Work instructions. An identical transcription of the records is required.
======== Dataset extract
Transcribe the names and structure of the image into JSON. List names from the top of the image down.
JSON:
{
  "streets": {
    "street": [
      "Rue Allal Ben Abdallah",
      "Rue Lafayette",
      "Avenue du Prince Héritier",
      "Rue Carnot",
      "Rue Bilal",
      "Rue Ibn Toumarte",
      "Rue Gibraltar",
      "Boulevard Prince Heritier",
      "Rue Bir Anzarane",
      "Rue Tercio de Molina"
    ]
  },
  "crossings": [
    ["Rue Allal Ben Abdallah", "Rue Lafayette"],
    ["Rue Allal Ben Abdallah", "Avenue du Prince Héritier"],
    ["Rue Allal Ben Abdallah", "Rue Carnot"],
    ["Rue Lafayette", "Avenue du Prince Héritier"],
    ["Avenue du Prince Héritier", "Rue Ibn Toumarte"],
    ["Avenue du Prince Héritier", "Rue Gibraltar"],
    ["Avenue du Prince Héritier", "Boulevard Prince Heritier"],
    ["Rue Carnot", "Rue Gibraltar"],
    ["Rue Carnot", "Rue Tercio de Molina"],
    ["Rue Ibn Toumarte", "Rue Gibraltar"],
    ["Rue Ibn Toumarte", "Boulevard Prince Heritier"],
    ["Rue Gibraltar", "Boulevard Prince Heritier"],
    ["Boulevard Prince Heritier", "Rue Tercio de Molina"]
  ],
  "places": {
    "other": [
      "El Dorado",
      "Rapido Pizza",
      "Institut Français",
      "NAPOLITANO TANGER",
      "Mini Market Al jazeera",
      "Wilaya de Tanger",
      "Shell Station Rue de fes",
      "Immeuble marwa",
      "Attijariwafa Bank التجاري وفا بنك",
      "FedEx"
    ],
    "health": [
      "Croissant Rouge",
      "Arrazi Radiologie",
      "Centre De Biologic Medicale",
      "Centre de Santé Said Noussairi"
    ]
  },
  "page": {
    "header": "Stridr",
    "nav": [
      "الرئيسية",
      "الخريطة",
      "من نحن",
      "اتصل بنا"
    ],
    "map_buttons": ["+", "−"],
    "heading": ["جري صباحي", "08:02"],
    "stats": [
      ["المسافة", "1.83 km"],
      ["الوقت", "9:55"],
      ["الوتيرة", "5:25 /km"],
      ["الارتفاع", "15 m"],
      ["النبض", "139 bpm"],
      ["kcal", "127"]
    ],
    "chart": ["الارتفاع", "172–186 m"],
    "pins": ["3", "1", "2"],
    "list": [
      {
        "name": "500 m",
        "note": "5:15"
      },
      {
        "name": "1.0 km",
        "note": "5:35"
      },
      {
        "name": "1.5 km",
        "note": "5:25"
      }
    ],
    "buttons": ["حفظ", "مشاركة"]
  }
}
================
Written response.
Transcribe the names and structure of the image into JSON. List names from the top of the image down.
JSON:
{
  "streets": {
    "street": [
      "Rue Allal Ben Abdallah",
      "Rue Lafayette",
      "Avenue du Prince Héritier",
      "Rue Carnot",
      "Rue Bilal",
      "Rue Ibn Toumarte",
      "Rue Gibraltar",
      "Boulevard Prince Heritier",
      "Rue Bir Anzarane",
      "Rue Tercio de Molina"
    ]
  },
  "crossings": [
    ["Rue Allal Ben Abdallah", "Rue Lafayette"],
    ["Rue Allal Ben Abdallah", "Avenue du Prince Héritier"],
    ["Rue Allal Ben Abdallah", "Rue Carnot"],
    ["Rue Lafayette", "Avenue du Prince Héritier"],
    ["Avenue du Prince Héritier", "Rue Ibn Toumarte"],
    ["Avenue du Prince Héritier", "Rue Gibraltar"],
    ["Avenue du Prince Héritier", "Boulevard Prince Heritier"],
    ["Rue Carnot", "Rue Gibraltar"],
    ["Rue Carnot", "Rue Tercio de Molina"],
    ["Rue Ibn Toumarte", "Rue Gibraltar"],
    ["Rue Ibn Toumarte", "Boulevard Prince Heritier"],
    ["Rue Gibraltar", "Boulevard Prince Heritier"],
    ["Boulevard Prince Heritier", "Rue Tercio de Molina"]
  ],
  "places": {
    "other": [
      "El Dorado",
      "Rapido Pizza",
      "Institut Français",
      "NAPOLITANO TANGER",
      "Mini Market Al jazeera",
      "Wilaya de Tanger",
      "Shell Station Rue de fes",
      "Immeuble marwa",
      "Attijariwafa Bank التجاري وفا بنك",
      "FedEx"
    ],
    "health": [
      "Croissant Rouge",
      "Arrazi Radiologie",
      "Centre De Biologic Medicale",
      "Centre de Santé Said Noussairi"
    ]
  },
  "page": {
    "header": "Stridr",
    "nav": [
      "الرئيسية",
      "الخريطة",
      "من نحن",
      "اتصل بنا"
    ],
    "map_buttons": ["+", "−"],
    "heading": ["جري صباحي", "08:02"],
    "stats": [
      ["المسافة", "1.83 km"],
      ["الوقت", "9:55"],
      ["الوتيرة", "5:25 /km"],
      ["الارتفاع", "15 m"],
      ["النبض", "139 bpm"],
      ["kcal", "127"]
    ],
    "chart": ["الارتفاع", "172–186 m"],
    "pins": ["3", "1", "2"],
    "list": [
      {
        "name": "500 m",
        "note": "5:15"
      },
      {
        "name": "1.0 km",
        "note": "5:35"
      },
      {
        "name": "1.5 km",
        "note": "5:25"
      }
    ],
    "buttons": ["حفظ", "مشاركة"]
  }
}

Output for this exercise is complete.